**SUPPLIED DATA:**
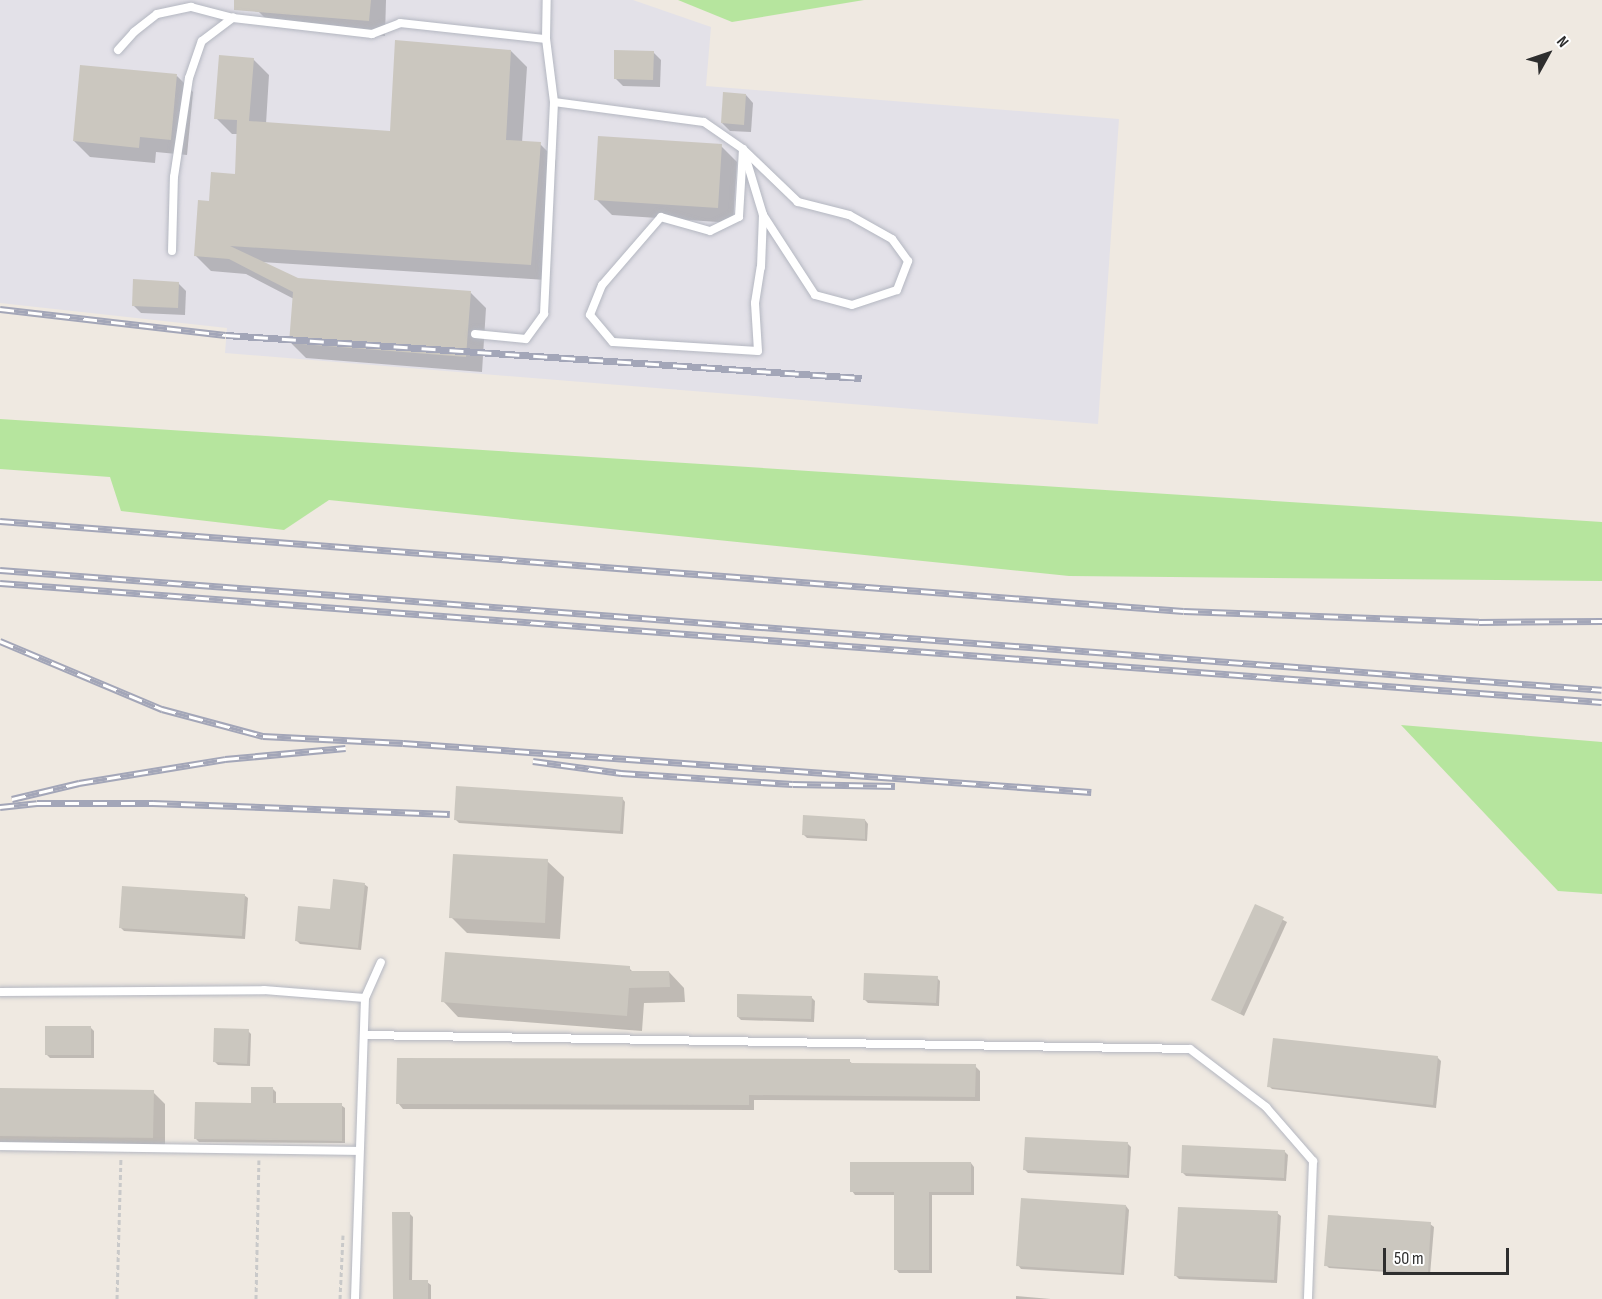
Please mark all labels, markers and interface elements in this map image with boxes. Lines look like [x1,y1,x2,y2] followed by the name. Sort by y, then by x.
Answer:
[1518,24,1578,84] north arrow
[1552,33,1572,51] text: N
[1386,1236,1512,1274] scale bar
[1394,1248,1424,1269] text: 50 m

**WHAT THE EXERCISE ASKS:** Return the listing exactly as it appears, excluding any image.

**RESPONSE TO THE TASK:**
Please mark all labels, markers and interface elements in this map image with boxes. Lines look like [x1,y1,x2,y2] followed by the name. Sort by y, then by x.
Answer:
[1518,24,1578,84] north arrow
[1552,33,1572,51] text: N
[1386,1236,1512,1274] scale bar
[1394,1248,1424,1269] text: 50 m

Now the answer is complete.